With a reputation as unparalleled as Ralph’s, it is not uncommon for a production company to solicit his talents. When 24 Hours in A&E’s production company, The Garden, were looking for an editor to flavor their series with the perfect amount of suspense and truth, they demanded that Ralph come on board. In fact, the show’s Executive Producer, Spencer Kelly, had worked with Ralph in the past and knew he was the perfect fit for the job. For Ralph, the opportunity was too great to turn down and knowing The Garden’s respected reputation in the factual and documentary making world, he was eager to accept.

Despite Kelly’s experience working with Ralph, he never ceases to be amazed by the quality of Ralph’s editing skills. Ralph is a rarity in his field and production companies are extremely fortunate when they come across talent as remarkable as his.

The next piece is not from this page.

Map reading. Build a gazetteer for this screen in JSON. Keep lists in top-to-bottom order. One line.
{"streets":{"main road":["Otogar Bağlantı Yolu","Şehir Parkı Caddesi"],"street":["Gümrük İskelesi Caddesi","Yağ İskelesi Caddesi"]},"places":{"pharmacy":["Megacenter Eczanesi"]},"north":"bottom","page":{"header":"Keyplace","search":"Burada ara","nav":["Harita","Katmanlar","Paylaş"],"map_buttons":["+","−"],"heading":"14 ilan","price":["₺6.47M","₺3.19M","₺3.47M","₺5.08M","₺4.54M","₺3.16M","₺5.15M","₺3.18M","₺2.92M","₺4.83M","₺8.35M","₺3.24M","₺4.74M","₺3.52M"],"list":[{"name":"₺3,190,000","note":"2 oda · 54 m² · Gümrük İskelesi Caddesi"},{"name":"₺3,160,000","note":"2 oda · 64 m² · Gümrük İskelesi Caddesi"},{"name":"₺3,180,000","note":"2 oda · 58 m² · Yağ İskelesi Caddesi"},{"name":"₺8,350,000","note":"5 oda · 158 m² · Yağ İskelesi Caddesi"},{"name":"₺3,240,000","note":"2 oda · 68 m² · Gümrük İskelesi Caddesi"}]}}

“I have worked with James on prime-time series for BBC 1 and for the last three seasons of 24 Hours in A E. Throughout each, he has brought a unique combination of consistency and editorial clarity. His work is beautifully crafted and his editing delivers compelling, thoughtful and entertaining television,” states Kelly. He also points out that Ralph’s “good humor and hardworking, collaborative attitude make him a pleasure to work with. Most importantly, he is quick at what he does so he can quickly sift through material and implement changes to meet pressured deadlines.”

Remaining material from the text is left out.